We concur with his Honor that trespass, quare clausum fregit, is the proper form of action. But we do not think the evidence makes a case where the jury are at liberty give vindictive damages. We can see no evidence of personal indignity offered to the plaintiff or of “insult or oppression,” other than such as ordinarily occurs when two men differ as to their right to a piece of land, and one, in the confident belief that itis his property, takes possession in the presence of the other, and contrary to his remonstrance, and is determined to assert his right of property at the risk of the *274consequences. That the defendant had some ground to believe that the land belonged to him, is apparent from the fact, that the question of title depended upon the construction of a deed which was decided in his favor in the Court below, although otherwise held in this Court, on the ground, that the reservation gave to the defendant only a right of way, as distinguished from a right of property in the soil; Hays v. Askew, 5 Jones’ Rep. 63.
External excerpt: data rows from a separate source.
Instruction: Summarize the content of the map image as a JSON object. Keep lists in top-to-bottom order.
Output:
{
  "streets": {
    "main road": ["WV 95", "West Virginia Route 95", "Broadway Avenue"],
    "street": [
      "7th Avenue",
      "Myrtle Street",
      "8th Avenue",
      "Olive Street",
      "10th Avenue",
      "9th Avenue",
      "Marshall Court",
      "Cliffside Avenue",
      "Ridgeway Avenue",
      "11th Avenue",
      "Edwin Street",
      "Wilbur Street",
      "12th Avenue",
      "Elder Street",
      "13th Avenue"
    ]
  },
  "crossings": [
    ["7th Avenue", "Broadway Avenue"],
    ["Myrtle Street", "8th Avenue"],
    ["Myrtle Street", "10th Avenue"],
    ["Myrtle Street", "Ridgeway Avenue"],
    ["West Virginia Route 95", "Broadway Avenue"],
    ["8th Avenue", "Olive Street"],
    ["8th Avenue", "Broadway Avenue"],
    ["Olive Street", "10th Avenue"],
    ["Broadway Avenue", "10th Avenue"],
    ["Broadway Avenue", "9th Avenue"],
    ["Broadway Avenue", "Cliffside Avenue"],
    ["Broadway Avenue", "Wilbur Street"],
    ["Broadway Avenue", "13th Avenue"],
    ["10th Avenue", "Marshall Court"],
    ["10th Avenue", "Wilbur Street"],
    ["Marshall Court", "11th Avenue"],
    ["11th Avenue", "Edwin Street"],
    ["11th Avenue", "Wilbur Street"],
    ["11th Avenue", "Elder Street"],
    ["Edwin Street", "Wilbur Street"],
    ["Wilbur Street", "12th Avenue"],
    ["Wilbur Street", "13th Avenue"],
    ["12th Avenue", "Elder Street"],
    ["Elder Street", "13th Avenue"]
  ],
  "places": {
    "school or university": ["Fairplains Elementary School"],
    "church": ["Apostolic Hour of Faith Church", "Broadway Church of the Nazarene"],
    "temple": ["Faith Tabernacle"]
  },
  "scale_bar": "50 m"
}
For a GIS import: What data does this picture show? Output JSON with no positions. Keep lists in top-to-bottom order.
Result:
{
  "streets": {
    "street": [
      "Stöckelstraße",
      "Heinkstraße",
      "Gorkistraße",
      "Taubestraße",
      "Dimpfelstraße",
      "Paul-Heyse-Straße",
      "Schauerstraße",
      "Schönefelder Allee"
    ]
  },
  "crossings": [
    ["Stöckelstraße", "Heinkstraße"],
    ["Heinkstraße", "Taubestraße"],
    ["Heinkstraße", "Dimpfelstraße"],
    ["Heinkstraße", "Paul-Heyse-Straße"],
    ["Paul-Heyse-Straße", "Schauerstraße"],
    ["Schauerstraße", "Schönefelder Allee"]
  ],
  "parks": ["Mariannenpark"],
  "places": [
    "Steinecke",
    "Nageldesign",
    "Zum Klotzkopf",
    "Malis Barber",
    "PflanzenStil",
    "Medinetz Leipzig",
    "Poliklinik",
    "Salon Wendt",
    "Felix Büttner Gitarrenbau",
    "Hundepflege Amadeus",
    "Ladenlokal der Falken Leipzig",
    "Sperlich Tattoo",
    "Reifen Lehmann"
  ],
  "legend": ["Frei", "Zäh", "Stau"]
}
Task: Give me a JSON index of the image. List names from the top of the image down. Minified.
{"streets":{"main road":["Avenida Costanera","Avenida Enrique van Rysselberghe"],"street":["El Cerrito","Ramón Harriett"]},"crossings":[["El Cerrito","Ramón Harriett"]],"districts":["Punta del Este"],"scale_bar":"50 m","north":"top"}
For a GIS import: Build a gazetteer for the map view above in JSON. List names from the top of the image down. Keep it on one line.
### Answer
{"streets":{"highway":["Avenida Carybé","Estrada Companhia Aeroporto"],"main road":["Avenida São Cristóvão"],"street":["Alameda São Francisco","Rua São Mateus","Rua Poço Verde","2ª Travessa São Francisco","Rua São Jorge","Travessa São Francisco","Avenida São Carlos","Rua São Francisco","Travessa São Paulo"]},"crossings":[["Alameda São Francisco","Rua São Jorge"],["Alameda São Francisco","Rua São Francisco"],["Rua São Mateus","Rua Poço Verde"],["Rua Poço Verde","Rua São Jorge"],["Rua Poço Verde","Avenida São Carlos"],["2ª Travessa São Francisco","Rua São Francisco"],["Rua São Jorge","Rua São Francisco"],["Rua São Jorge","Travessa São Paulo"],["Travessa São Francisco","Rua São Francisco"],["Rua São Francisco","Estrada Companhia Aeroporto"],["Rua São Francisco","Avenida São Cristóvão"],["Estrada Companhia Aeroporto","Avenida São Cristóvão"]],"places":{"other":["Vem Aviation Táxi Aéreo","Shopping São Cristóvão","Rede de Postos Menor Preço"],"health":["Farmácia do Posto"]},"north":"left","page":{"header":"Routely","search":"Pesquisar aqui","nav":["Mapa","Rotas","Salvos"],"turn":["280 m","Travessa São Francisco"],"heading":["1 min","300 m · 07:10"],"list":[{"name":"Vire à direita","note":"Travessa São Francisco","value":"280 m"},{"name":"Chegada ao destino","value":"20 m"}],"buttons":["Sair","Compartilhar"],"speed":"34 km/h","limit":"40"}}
And that he actually believed the land belonged to him, is apparent from the fact that he built a house on it, which, if it turned out that the land belonged to the plaintiff, would pass with it, so that he might use or otherwise dispose of it, without paying any thing for it.
As the defendant, after his entry, retained the possession of the house, and the land on which it stood, the plaintiff was only entitled to recover for the original entry, and could not allege a trespass with a continuendo from day to day, until he had regained the possession, so as to' have the benefit of the jus postlimininii. There is error.
Judgment reversed and a veni/re de novo.